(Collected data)
__________________________________________________
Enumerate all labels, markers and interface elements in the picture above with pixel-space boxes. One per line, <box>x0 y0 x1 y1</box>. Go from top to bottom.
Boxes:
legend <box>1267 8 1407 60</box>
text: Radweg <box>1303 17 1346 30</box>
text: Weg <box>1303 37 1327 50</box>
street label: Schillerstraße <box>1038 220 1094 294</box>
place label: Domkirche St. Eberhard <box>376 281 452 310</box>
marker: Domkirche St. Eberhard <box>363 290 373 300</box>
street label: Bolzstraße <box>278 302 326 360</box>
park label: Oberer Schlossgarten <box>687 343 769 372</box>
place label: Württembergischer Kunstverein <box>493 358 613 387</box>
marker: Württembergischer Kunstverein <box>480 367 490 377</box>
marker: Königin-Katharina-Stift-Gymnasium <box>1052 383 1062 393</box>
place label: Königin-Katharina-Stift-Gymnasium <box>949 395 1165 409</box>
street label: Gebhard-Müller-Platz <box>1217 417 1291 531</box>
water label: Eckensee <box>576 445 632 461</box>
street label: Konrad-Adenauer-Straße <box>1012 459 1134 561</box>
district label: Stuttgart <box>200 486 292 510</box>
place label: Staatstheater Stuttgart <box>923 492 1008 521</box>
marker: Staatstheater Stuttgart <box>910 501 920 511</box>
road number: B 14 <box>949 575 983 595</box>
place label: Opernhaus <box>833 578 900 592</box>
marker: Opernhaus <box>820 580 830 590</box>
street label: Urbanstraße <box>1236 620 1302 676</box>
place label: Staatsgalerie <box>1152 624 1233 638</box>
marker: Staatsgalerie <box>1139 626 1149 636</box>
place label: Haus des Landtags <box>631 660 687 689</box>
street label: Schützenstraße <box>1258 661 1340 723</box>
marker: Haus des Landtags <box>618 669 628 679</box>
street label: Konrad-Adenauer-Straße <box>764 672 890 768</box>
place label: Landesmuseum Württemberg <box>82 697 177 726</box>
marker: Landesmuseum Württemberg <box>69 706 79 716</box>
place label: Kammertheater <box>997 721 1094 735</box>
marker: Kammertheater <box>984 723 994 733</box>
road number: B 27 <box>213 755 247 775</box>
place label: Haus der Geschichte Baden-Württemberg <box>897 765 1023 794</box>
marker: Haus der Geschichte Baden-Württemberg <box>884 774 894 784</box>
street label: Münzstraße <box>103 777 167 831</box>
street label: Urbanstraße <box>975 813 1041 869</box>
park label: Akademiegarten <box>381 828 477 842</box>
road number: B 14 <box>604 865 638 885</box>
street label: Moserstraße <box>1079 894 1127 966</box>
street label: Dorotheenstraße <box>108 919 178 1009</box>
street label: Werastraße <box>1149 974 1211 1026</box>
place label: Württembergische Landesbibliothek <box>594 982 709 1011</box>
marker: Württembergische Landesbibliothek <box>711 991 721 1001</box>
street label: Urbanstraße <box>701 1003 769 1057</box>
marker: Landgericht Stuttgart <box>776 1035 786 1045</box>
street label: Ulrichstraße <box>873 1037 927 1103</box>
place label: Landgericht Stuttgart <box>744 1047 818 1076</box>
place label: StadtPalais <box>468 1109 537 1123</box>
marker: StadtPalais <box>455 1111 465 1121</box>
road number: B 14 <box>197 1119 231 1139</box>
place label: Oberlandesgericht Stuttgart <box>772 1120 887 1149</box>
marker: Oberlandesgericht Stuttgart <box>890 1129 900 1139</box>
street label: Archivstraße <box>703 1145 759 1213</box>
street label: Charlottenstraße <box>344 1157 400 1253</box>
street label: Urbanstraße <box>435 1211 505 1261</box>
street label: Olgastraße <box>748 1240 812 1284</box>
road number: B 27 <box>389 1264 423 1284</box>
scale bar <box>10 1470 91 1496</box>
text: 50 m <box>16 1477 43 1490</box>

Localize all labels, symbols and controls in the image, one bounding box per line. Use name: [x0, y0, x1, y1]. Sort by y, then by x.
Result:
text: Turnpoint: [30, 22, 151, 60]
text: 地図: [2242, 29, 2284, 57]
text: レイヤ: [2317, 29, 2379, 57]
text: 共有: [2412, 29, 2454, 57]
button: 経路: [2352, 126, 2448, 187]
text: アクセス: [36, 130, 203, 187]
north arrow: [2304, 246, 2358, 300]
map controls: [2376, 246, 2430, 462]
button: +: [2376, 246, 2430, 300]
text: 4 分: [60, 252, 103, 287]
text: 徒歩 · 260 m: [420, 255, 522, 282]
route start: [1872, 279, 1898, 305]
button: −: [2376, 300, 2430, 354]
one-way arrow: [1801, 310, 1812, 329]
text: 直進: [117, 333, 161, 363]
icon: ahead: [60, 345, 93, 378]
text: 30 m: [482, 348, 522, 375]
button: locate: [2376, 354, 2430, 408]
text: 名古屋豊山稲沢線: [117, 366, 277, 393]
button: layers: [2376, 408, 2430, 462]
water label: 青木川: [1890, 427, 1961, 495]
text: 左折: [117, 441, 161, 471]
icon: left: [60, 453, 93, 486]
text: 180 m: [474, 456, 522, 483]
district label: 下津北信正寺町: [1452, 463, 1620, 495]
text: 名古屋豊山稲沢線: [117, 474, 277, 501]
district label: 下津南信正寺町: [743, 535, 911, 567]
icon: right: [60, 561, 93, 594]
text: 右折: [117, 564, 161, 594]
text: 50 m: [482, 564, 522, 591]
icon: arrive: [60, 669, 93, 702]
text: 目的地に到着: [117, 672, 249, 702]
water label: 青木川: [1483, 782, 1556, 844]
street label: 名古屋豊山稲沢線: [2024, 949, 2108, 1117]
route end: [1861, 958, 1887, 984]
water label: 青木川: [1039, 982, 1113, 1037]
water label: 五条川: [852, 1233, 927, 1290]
__________________________________________________
Aim of the task ▸
Repeat the data in full. Alter nothing.

Written answer ▸
Enumerate all labels, markers and interface elements in the picture above with pixel-space boxes. One per line, <box>x0 y0 x1 y1</box>. Go from top to bottom.
Boxes:
legend <box>1267 8 1407 60</box>
text: Radweg <box>1303 17 1346 30</box>
text: Weg <box>1303 37 1327 50</box>
street label: Schillerstraße <box>1038 220 1094 294</box>
place label: Domkirche St. Eberhard <box>376 281 452 310</box>
marker: Domkirche St. Eberhard <box>363 290 373 300</box>
street label: Bolzstraße <box>278 302 326 360</box>
park label: Oberer Schlossgarten <box>687 343 769 372</box>
place label: Württembergischer Kunstverein <box>493 358 613 387</box>
marker: Württembergischer Kunstverein <box>480 367 490 377</box>
marker: Königin-Katharina-Stift-Gymnasium <box>1052 383 1062 393</box>
place label: Königin-Katharina-Stift-Gymnasium <box>949 395 1165 409</box>
street label: Gebhard-Müller-Platz <box>1217 417 1291 531</box>
water label: Eckensee <box>576 445 632 461</box>
street label: Konrad-Adenauer-Straße <box>1012 459 1134 561</box>
district label: Stuttgart <box>200 486 292 510</box>
place label: Staatstheater Stuttgart <box>923 492 1008 521</box>
marker: Staatstheater Stuttgart <box>910 501 920 511</box>
road number: B 14 <box>949 575 983 595</box>
place label: Opernhaus <box>833 578 900 592</box>
marker: Opernhaus <box>820 580 830 590</box>
street label: Urbanstraße <box>1236 620 1302 676</box>
place label: Staatsgalerie <box>1152 624 1233 638</box>
marker: Staatsgalerie <box>1139 626 1149 636</box>
place label: Haus des Landtags <box>631 660 687 689</box>
street label: Schützenstraße <box>1258 661 1340 723</box>
marker: Haus des Landtags <box>618 669 628 679</box>
street label: Konrad-Adenauer-Straße <box>764 672 890 768</box>
place label: Landesmuseum Württemberg <box>82 697 177 726</box>
marker: Landesmuseum Württemberg <box>69 706 79 716</box>
place label: Kammertheater <box>997 721 1094 735</box>
marker: Kammertheater <box>984 723 994 733</box>
road number: B 27 <box>213 755 247 775</box>
place label: Haus der Geschichte Baden-Württemberg <box>897 765 1023 794</box>
marker: Haus der Geschichte Baden-Württemberg <box>884 774 894 784</box>
street label: Münzstraße <box>103 777 167 831</box>
street label: Urbanstraße <box>975 813 1041 869</box>
park label: Akademiegarten <box>381 828 477 842</box>
road number: B 14 <box>604 865 638 885</box>
street label: Moserstraße <box>1079 894 1127 966</box>
street label: Dorotheenstraße <box>108 919 178 1009</box>
street label: Werastraße <box>1149 974 1211 1026</box>
place label: Württembergische Landesbibliothek <box>594 982 709 1011</box>
marker: Württembergische Landesbibliothek <box>711 991 721 1001</box>
street label: Urbanstraße <box>701 1003 769 1057</box>
marker: Landgericht Stuttgart <box>776 1035 786 1045</box>
street label: Ulrichstraße <box>873 1037 927 1103</box>
place label: Landgericht Stuttgart <box>744 1047 818 1076</box>
place label: StadtPalais <box>468 1109 537 1123</box>
marker: StadtPalais <box>455 1111 465 1121</box>
road number: B 14 <box>197 1119 231 1139</box>
place label: Oberlandesgericht Stuttgart <box>772 1120 887 1149</box>
marker: Oberlandesgericht Stuttgart <box>890 1129 900 1139</box>
street label: Archivstraße <box>703 1145 759 1213</box>
street label: Charlottenstraße <box>344 1157 400 1253</box>
street label: Urbanstraße <box>435 1211 505 1261</box>
street label: Olgastraße <box>748 1240 812 1284</box>
road number: B 27 <box>389 1264 423 1284</box>
scale bar <box>10 1470 91 1496</box>
text: 50 m <box>16 1477 43 1490</box>

Localize all labels, symbols and controls in the image, one bounding box per line. Use name: [x0, y0, x1, y1]. Sort by y, then by x.
Result:
text: Turnpoint: [30, 22, 151, 60]
text: 地図: [2242, 29, 2284, 57]
text: レイヤ: [2317, 29, 2379, 57]
text: 共有: [2412, 29, 2454, 57]
button: 経路: [2352, 126, 2448, 187]
text: アクセス: [36, 130, 203, 187]
north arrow: [2304, 246, 2358, 300]
map controls: [2376, 246, 2430, 462]
button: +: [2376, 246, 2430, 300]
text: 4 分: [60, 252, 103, 287]
text: 徒歩 · 260 m: [420, 255, 522, 282]
route start: [1872, 279, 1898, 305]
button: −: [2376, 300, 2430, 354]
one-way arrow: [1801, 310, 1812, 329]
text: 直進: [117, 333, 161, 363]
icon: ahead: [60, 345, 93, 378]
text: 30 m: [482, 348, 522, 375]
button: locate: [2376, 354, 2430, 408]
text: 名古屋豊山稲沢線: [117, 366, 277, 393]
button: layers: [2376, 408, 2430, 462]
water label: 青木川: [1890, 427, 1961, 495]
text: 左折: [117, 441, 161, 471]
icon: left: [60, 453, 93, 486]
text: 180 m: [474, 456, 522, 483]
district label: 下津北信正寺町: [1452, 463, 1620, 495]
text: 名古屋豊山稲沢線: [117, 474, 277, 501]
district label: 下津南信正寺町: [743, 535, 911, 567]
icon: right: [60, 561, 93, 594]
text: 右折: [117, 564, 161, 594]
text: 50 m: [482, 564, 522, 591]
icon: arrive: [60, 669, 93, 702]
text: 目的地に到着: [117, 672, 249, 702]
water label: 青木川: [1483, 782, 1556, 844]
street label: 名古屋豊山稲沢線: [2024, 949, 2108, 1117]
route end: [1861, 958, 1887, 984]
water label: 青木川: [1039, 982, 1113, 1037]
water label: 五条川: [852, 1233, 927, 1290]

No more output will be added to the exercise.